Reworked load slice to use a helper. Not sure if this is the right di…

…rection yet.
mmcdermott · Sep 11, 2024 · 1367ac3 · 1367ac3
1 parent d239733
commit 1367ac3
Showing 1 changed file with 188 additions and 67 deletions.
diff --git a/src/nested_ragged_tensors/ragged_numpy.py b/src/nested_ragged_tensors/ragged_numpy.py
@@ -1,8 +1,8 @@
 from __future__ import annotations
 
 import itertools
-from collections import defaultdict
 from collections.abc import Sequence
+from functools import cached_property
 from pathlib import Path
 
 import numpy as np
@@ -67,17 +67,19 @@ class JointNestedRaggedTensorDict:
 
     def __init__(
         self,
-        tensors: dict[str, list[NESTED_NUM_LIST] | NESTED_NUM_LIST],
+        tensors: dict[str, list[NESTED_NUM_LIST] | NESTED_NUM_LIST] | None = None,
         schema: dict[str, np.dtype] | None = None,
-        pre_raggedified: bool = False,
+        pre_raggedified: bool | None = None,
+        fp: Path | None = None,
     ):
         """Initializes JointNestedRaggedTensorDict with the given tensors.
 
         Args:
-            tensors: The tensors to be stored.
+            tensors: The tensors to be stored. If `None`, then `fp` must be provided.
             schema: The schema for the tensors, if known.

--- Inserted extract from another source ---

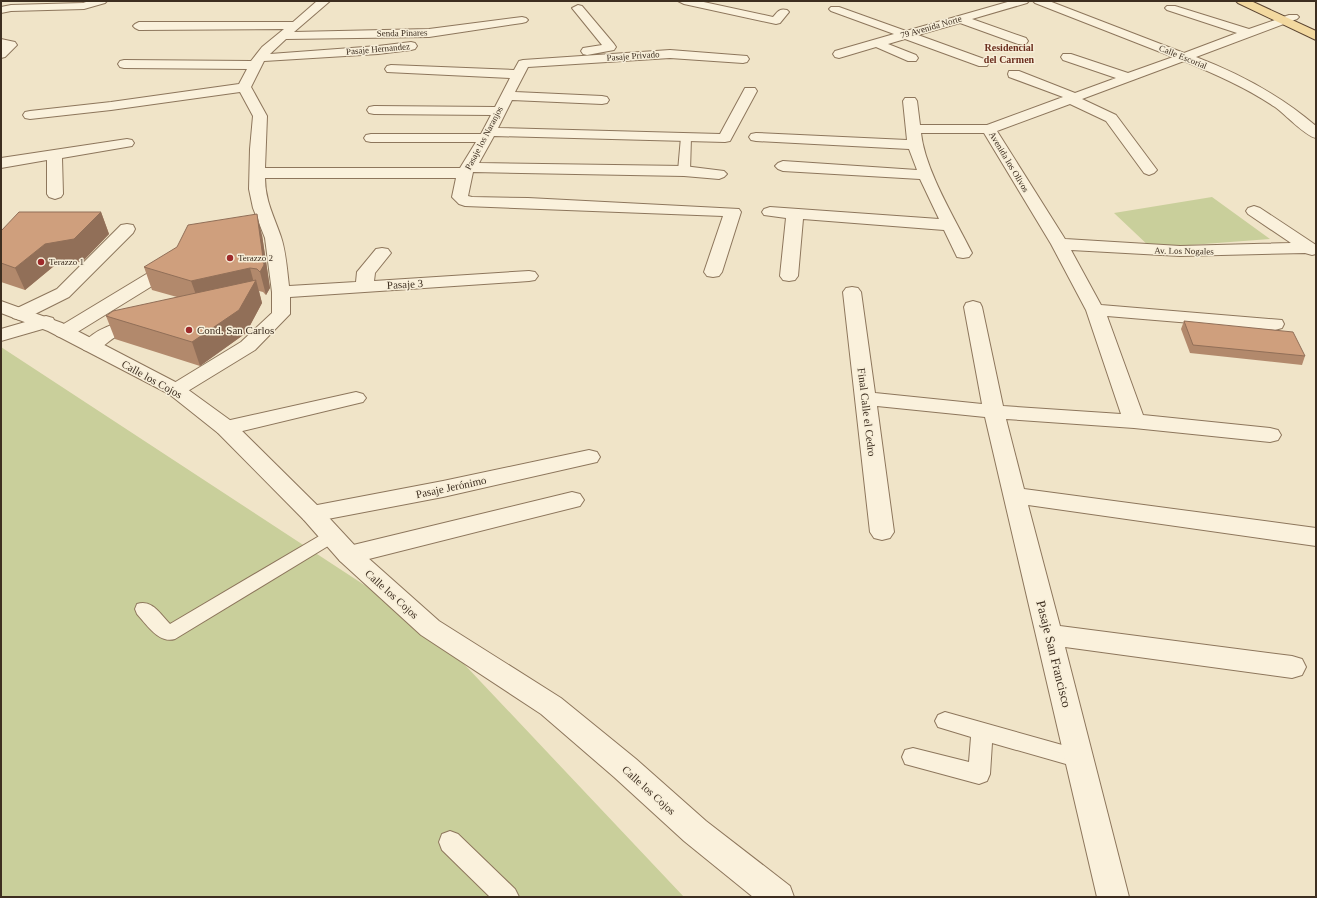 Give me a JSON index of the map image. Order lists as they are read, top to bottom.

             pre_raggedified: If `True`, the tensors are assumed to be pre-raggedified and are stored as-is. If
-                `False`, the tensors are assumed to be raw data and are raggedified.
+                `False`, the tensors are assumed to be raw data and are raggedified. If `fp` is provided, must
+                be True.
 
         Examples:
             >>> J = JointNestedRaggedTensorDict({
@@ -98,11 +100,36 @@ def __init__(
             ValueError: Empty list found for key S! Nested Ragged Tensors does not support empty tensors.
         """
 
-        self.schema = schema if schema is not None else {}
-        if pre_raggedified:
-            self.tensors = tensors
+        if tensors is None and fp is None:
+            raise ValueError("Either tensors or fp must be provided!")
+
+        if pre_raggedified is None:
+            pre_raggedified = fp is not None
+
+        if fp is None:
+            self.schema = schema if schema is not None else {}
+            self._fp = None
+            if pre_raggedified:
+                self._tensors = tensors
+            else:
+                self._initialize_tensors(tensors)
+        else:
+            self._fp = fp
+            self._tensors = None
+
+    @property
+    def tensors(self) -> dict[str, np.ndarray]:
+        if self._tensors is None:
+            self._tensors = self.load(self._fp)._tensors
+        return self._tensors
+
+    @cached_property
+    def _tensor_keys(self) -> set[str]:
+        if self._tensors is None:
+            with safe_open(self._fp, framework="np") as f:
+                return set(f.keys())
         else:
-            self._initialize_tensors(tensors)
+            return set(self._tensors.keys())
 
     def __repr__(self) -> str:
         return f"JointNestedRaggedTensorDict({self.tensors}, schema={self.schema}, pre_raggedified=True)"
@@ -233,7 +260,7 @@ def _infer_dtype(cls, vals: Sequence[NUM_T]) -> np.dtype:
 
     def _initialize_tensors(self, tensors: dict[str, list[NESTED_NUM_LIST] | NESTED_NUM_LIST]):
         """Initializes the tensors from lists of raw data entries."""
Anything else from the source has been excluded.